On another occasion, in 1938, Azad had said: “Islam has now a great claim on the soil of India as Hinduism. If Hinduism has been the religion of the people here for several thousands of years, Islam has also their religion for a thousand years. Just as a Hindu says with pride that he is an Indian and follows Hinduism, so also we can say with equal pride that we are Indians and follow Islam. I shall enlarge this orbit still further. The Indian Christian is equally entitled to say with pride that he is an Indian and following a religion of India, namely Christianity.”

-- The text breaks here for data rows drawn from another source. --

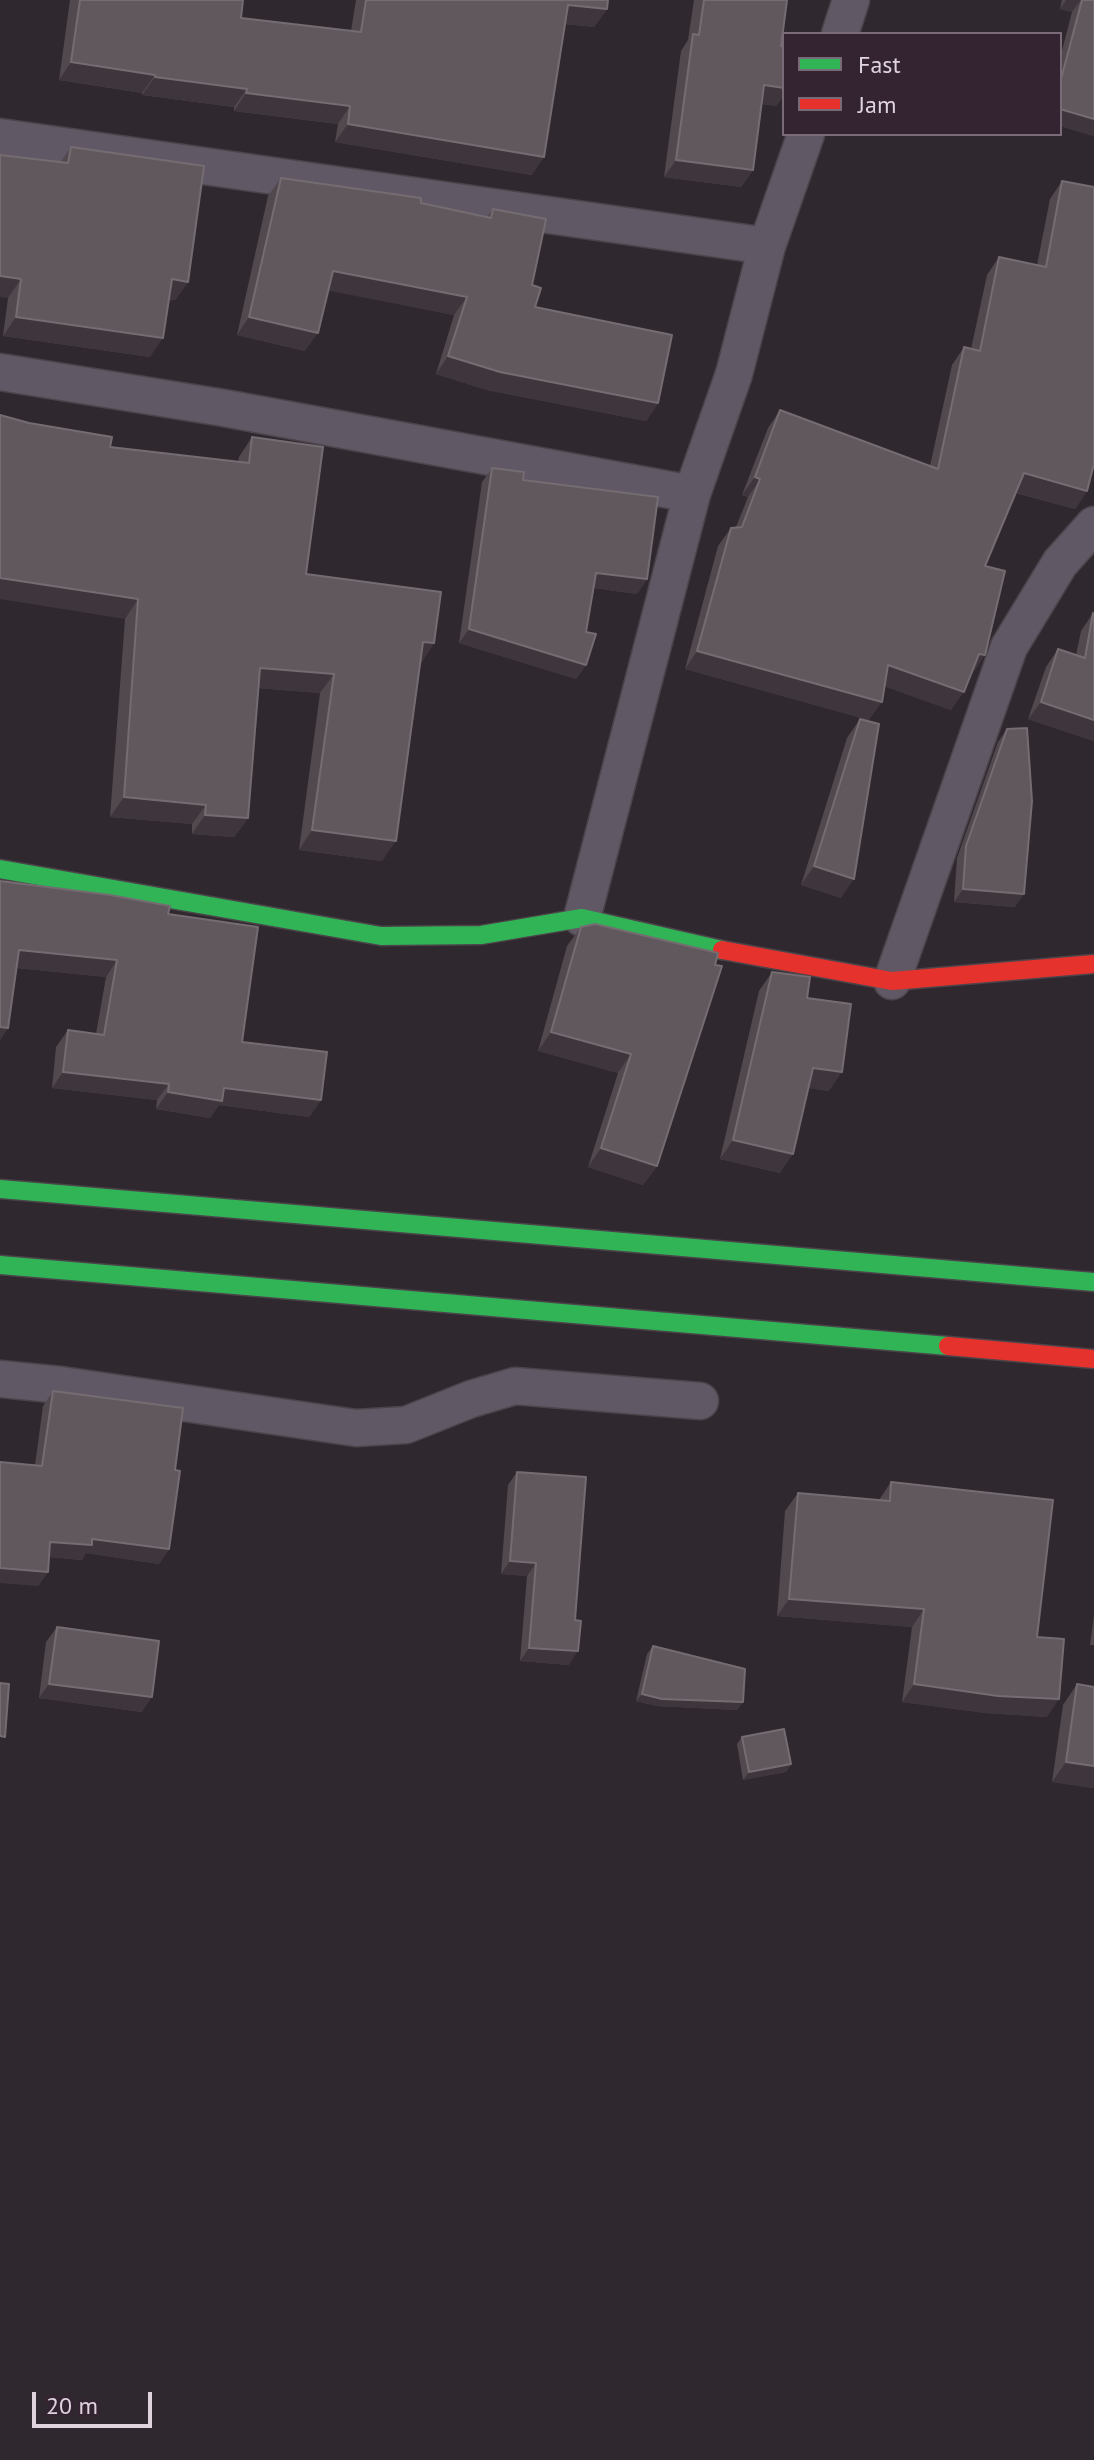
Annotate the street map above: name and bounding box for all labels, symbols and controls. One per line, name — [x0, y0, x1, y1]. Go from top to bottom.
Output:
legend — [782, 32, 1062, 136]
text: Fast — [858, 49, 901, 80]
text: Jam — [858, 89, 896, 120]
scale bar — [36, 2376, 156, 2426]
text: 20 m — [46, 2390, 98, 2421]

Such an inclusive approach to understanding the ‘idea of India’ negates the divisive nationalism of people like V D Savarkar, who erroneously gave the binary of Pitroobhoomi and Punayabhoomi and said that for Hindus India is both Pitroobhoomi and Punayabhoomi, as they were born here and their places of pilgrimage are located in India itself. He argued that for Muslims and Christians, India is only their Pitroobhoomi and not Punayabhoomi as their places of pilgrimage are located outside India.
Such weird notions to understand India are highly discriminatory to Muslims and Christians. When Maulana Azad’s birthday is celebrated as National Education Day, we need to stress on that education which is embodied in the aforementioned quote of Azad to defend the ‘idea of India.’
No Trade-Off with Hindu-Muslim Unity
Azad’s famous statement on Hindu-Muslim unity is worth repeating when our composite culture is being constantly under threat from political leaders and regimes that are wilfully polarising society and tearing asunder the very social and communal fabric so essential for the all round progress of our country.
“If an angel were to descend from the heavens and proclaim from the heights of Qutab Minar: Discard Hindu-Muslim unity and within 24 hours Swaraj is yours, I will refuse the preferred Swaraj but shall not budge an inch from my stand. The refusal of Swaraj will affect only India while the end of our unity will be the loss of our entire human world.”
The articulation of Azad that “end of our unity” would result in “the loss of our entire human world” sounds so contemporary and relevant in the context of today’s India that is in the throes of divisive narratives. To salvage the ‘idea of India’, India and Indians need the kind of education that remained so integral to the articulations of Maulana Azad.
(S.N. Sahu served President of India Late K.R. Narayanan as Officer on Special Duty. Courtesy: Newsclick.)